Stored data entries
·····

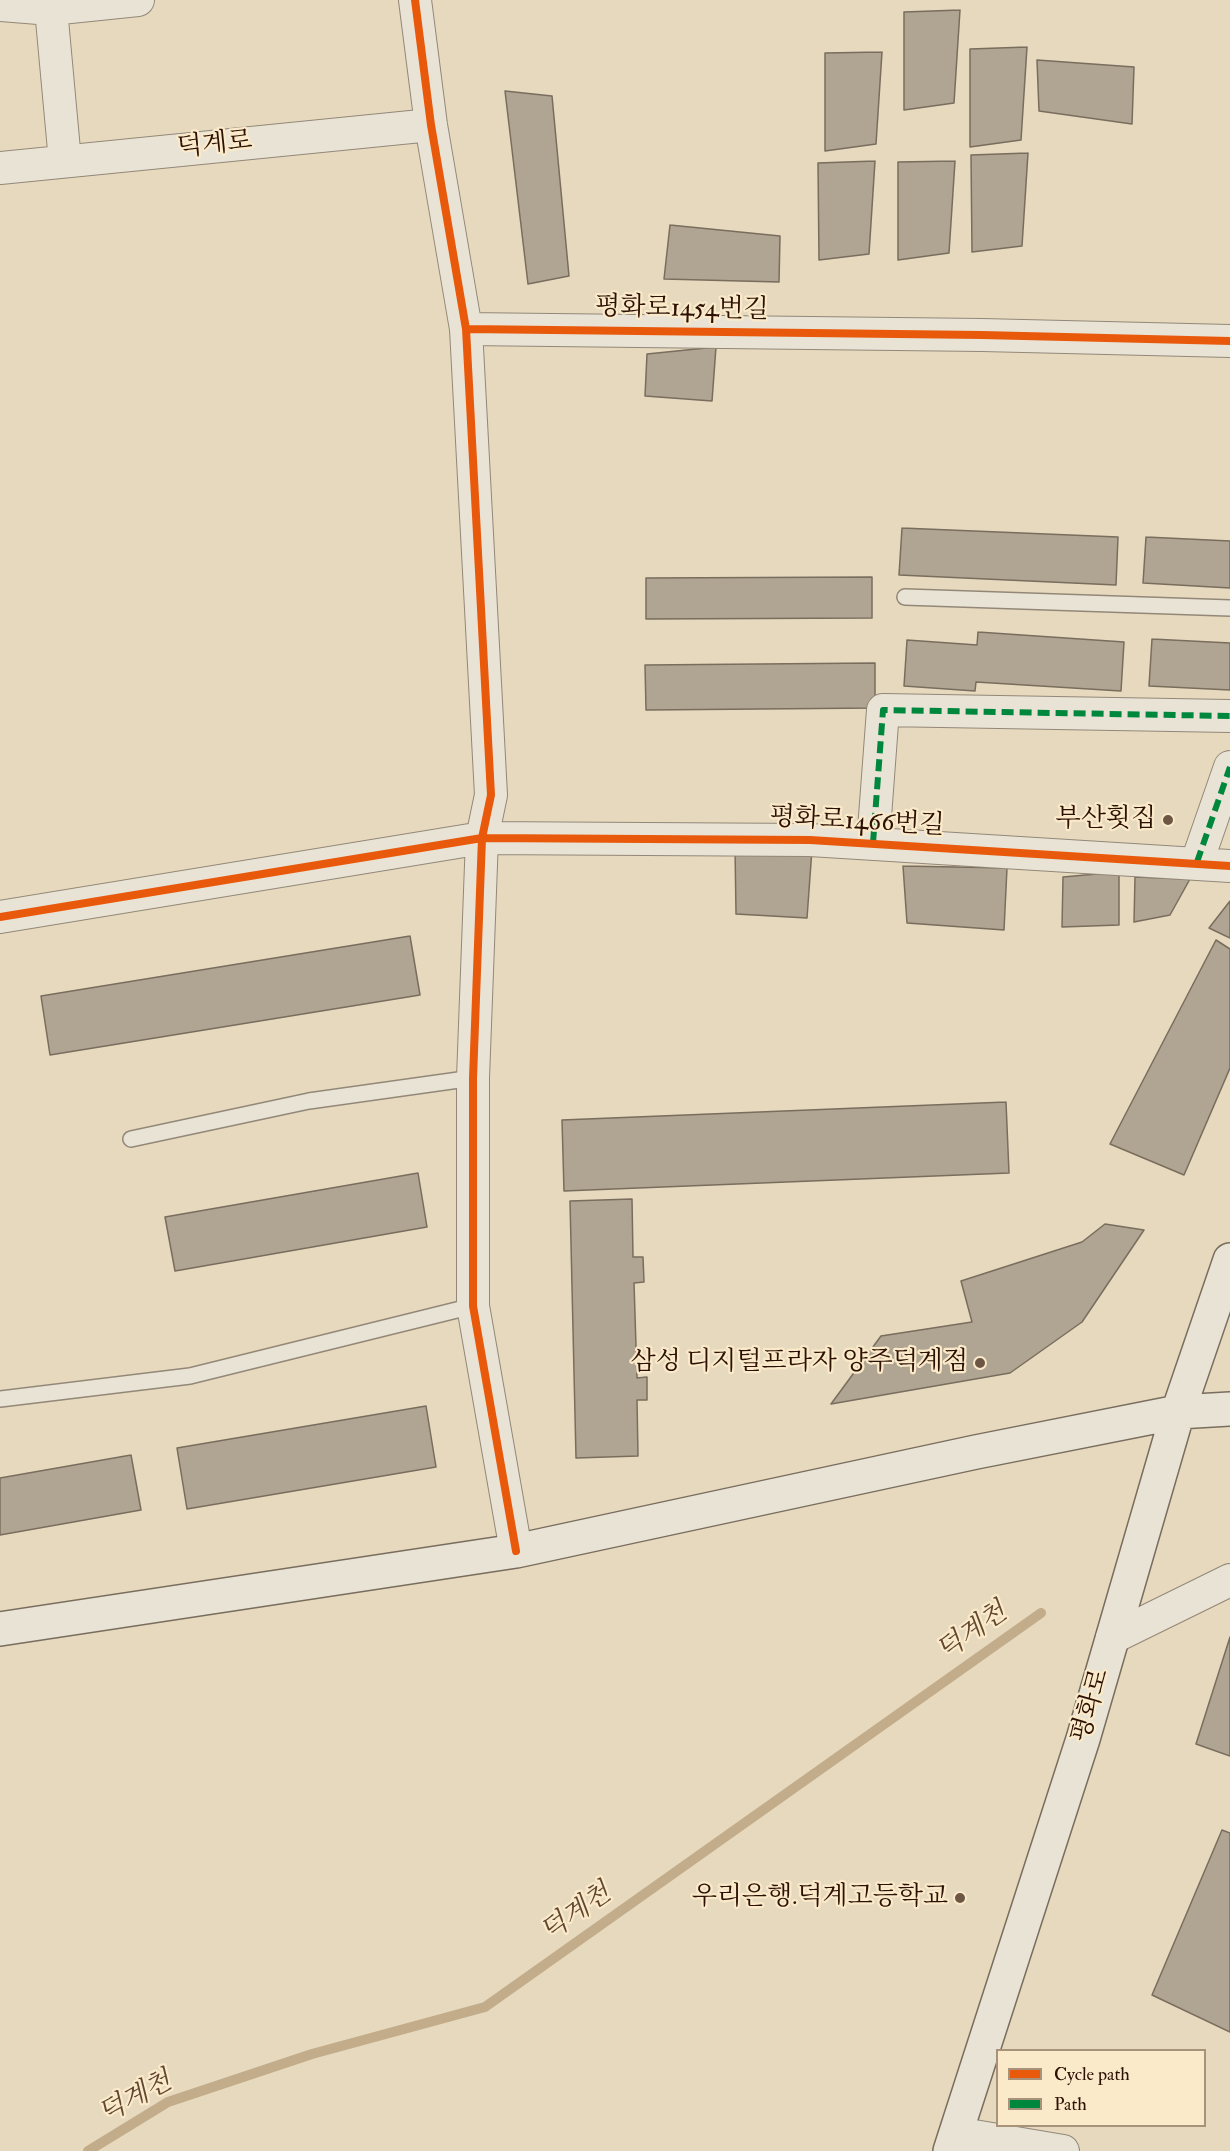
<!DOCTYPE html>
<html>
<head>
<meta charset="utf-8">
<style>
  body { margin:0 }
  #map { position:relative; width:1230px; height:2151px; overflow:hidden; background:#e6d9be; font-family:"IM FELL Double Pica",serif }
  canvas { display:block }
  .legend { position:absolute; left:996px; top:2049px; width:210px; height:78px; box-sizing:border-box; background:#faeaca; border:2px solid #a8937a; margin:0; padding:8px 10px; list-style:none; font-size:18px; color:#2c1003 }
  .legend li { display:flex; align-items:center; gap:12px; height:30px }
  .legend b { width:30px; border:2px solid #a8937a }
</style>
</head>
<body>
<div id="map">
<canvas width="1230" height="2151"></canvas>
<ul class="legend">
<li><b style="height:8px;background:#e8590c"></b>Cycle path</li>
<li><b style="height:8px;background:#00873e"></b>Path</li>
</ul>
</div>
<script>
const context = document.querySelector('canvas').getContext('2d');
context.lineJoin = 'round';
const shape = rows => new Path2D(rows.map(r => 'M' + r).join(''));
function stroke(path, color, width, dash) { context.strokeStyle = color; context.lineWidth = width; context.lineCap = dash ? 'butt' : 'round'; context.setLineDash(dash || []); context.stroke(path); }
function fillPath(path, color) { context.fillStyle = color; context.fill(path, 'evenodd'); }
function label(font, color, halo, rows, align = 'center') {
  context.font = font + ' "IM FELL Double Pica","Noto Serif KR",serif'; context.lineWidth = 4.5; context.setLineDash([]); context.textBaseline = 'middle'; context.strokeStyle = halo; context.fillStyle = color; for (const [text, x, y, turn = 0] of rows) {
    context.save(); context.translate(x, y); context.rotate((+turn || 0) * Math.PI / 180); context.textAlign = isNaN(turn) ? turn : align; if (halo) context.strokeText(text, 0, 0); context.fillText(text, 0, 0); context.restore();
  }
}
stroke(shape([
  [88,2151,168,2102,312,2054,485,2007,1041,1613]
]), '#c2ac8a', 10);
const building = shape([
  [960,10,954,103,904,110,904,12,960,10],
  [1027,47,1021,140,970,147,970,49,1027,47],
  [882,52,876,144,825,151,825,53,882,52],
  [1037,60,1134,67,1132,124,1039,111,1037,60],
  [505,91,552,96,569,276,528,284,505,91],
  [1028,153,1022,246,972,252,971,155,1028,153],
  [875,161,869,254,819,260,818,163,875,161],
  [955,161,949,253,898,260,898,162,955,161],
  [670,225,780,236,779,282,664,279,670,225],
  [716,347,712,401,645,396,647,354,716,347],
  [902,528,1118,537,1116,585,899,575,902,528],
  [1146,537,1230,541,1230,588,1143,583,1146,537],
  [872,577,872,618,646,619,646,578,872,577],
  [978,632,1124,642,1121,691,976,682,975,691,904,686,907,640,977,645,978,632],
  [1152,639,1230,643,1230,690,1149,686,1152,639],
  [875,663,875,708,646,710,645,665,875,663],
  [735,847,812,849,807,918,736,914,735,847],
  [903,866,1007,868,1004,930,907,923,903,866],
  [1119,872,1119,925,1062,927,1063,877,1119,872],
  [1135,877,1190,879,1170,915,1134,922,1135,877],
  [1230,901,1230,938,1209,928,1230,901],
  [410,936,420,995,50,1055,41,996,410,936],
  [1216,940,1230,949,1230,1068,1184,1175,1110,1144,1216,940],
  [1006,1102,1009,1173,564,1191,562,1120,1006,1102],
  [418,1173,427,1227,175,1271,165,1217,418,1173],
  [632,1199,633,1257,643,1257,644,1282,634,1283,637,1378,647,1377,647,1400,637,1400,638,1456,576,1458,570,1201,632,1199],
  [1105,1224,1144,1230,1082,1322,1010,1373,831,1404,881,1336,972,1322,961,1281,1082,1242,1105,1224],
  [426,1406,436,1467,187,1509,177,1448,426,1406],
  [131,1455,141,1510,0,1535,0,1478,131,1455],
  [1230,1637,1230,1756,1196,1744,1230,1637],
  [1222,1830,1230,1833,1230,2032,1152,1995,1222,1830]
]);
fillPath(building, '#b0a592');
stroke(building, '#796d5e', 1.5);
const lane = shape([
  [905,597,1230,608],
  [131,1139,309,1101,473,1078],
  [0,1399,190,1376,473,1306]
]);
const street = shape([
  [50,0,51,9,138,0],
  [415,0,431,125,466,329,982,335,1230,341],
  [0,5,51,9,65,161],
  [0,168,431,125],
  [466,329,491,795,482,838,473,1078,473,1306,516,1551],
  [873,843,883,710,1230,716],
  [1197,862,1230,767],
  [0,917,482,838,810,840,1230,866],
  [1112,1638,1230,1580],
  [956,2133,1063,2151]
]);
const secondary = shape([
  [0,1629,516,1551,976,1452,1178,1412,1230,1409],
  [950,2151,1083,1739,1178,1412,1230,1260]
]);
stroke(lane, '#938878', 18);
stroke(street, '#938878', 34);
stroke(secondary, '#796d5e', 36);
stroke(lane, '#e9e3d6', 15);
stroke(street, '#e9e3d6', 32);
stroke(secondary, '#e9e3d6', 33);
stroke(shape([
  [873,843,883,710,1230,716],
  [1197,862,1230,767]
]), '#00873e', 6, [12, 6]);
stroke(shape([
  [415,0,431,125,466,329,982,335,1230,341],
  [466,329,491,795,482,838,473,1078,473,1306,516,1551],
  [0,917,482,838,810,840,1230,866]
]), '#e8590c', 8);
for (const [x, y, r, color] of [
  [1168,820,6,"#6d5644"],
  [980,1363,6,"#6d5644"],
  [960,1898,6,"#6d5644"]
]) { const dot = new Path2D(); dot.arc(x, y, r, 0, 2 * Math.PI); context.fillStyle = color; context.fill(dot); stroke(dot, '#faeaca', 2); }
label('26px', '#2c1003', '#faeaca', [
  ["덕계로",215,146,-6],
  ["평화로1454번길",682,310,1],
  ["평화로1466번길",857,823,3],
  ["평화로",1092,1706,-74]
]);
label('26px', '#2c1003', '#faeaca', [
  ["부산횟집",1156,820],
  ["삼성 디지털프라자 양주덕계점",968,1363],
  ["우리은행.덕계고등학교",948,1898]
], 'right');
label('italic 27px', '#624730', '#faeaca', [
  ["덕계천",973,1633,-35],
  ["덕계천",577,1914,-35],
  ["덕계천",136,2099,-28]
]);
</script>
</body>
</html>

·····

**ACTIVITY:** Look for the word "canvas" in the data, then return every line that contains it.

**WRITTEN ANSWER:**
  canvas { display:block }
<canvas width="1230" height="2151"></canvas>
const context = document.querySelector('canvas').getContext('2d');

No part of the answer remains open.